EPT Barcelona: worth watching
Forgive me for stating something obvious: poker is quite popular these days. One need only take a cursory glance around the Gran Casino Barcelona to judge how it's erupted in the public interest in recent years.
If people aren't playing poker here (there are juicy side games aplenty), they're railbirding it. Scarcely ten minutes goes by without Thomas Kremser, tournament director, grabbing the microphone and requesting approximately 19,526 spectators to move out of the tournament area.
That's testament firstly to tournaments like the EPT, which brings the best players in the world to one venue, and also to the television presentation of such events.

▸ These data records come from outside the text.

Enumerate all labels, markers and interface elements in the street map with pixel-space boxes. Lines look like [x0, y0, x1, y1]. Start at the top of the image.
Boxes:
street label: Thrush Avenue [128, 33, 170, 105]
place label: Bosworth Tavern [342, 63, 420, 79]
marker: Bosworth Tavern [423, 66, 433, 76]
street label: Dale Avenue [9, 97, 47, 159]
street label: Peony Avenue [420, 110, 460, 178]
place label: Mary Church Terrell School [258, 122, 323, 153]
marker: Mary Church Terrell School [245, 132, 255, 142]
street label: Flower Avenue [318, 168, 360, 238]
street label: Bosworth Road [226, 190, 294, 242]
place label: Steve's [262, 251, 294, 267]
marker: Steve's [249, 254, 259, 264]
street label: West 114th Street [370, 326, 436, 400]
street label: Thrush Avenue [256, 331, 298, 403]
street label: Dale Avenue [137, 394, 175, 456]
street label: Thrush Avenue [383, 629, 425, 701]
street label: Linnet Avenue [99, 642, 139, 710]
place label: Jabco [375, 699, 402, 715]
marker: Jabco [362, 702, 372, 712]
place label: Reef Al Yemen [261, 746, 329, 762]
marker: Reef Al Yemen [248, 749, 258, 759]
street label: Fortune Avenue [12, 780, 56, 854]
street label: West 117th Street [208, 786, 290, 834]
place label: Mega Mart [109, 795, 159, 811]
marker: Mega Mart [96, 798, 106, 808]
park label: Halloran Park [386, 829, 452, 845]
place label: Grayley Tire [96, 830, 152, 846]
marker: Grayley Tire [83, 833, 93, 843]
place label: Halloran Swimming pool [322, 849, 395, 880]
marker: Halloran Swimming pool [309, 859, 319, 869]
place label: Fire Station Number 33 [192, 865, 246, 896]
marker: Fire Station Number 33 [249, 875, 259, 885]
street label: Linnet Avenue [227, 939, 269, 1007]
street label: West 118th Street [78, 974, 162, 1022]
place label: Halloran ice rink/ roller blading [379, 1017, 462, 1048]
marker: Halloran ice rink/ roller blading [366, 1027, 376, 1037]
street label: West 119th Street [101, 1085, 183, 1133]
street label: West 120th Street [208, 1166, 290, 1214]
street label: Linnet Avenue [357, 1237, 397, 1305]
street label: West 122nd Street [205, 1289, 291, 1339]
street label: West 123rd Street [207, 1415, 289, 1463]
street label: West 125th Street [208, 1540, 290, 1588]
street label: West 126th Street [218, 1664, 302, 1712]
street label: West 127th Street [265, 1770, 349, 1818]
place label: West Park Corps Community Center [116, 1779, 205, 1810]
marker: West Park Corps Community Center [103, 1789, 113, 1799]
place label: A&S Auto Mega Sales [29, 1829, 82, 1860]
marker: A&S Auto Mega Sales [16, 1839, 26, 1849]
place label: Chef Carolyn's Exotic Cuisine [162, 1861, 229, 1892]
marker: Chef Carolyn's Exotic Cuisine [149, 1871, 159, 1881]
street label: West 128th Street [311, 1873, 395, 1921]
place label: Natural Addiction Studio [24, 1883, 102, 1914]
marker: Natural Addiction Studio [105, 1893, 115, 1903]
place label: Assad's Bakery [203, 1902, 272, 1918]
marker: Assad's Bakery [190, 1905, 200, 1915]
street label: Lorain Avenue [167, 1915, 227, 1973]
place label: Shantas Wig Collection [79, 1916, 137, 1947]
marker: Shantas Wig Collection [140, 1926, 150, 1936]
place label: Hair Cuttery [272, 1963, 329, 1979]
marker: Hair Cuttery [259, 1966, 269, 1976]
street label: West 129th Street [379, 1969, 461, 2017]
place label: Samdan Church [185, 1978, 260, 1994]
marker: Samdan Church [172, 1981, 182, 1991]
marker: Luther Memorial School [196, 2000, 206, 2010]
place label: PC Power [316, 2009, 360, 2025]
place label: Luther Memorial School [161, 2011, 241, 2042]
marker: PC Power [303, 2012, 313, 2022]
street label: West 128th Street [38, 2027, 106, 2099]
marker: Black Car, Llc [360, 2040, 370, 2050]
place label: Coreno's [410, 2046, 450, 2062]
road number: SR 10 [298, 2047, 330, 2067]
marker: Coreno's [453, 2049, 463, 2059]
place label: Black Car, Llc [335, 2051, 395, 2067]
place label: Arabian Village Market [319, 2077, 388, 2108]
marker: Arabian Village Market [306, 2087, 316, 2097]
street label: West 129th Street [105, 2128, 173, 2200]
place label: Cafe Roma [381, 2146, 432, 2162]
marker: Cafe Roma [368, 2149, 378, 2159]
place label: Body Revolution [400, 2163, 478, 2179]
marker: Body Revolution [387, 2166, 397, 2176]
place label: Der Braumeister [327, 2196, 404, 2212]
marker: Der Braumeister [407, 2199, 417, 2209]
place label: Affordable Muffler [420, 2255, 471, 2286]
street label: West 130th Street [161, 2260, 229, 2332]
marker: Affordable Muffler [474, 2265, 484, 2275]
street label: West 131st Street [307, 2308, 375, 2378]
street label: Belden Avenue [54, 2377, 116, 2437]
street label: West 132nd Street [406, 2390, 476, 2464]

As usual, highlights of this tournament will be broadcast worldwide within a year, and the feature table will be live online tomorrow (see a few posts down this page).
And television produces its own stars. Daniel Negreanu, for instance, is one of the most recognisable faces either side of the Atlantic for his multi-million dollar exploits around the baize. The likes of Katja Thater, Fabrice Soulier, Patrick Bruel and Marc Goodwin, all still also in contention here, are also very easy on the television eye.
But one of the boons for those of us who have followed the EPT since it's inception is the possibility of finding a quiet corner and watching some of the best poker you're likely to see almost untroubled by any spectators. Some players might not be glamorous, but boy can they play.
Table two here is one such example: here we have Thomas Wahlroos playing into Theo Jorgensen; two of Scandinavia's finest pitted head-to-head. Throw into the mix the PokerStars players Anton Smolyanskiy, from New York, and Andrey Zaichenko, from Russia, and it's a table to make a PokerStars blogger drool.
Zaichenko is ruling the roost. He's up to about 95,000, while Wahlroos is on about 40,000 and Jorgensen has 26,000. Smolyanskiy, who was originally from Russia before moving to Manhattan, New York, is on 29,000.
It's definitely one for the purists.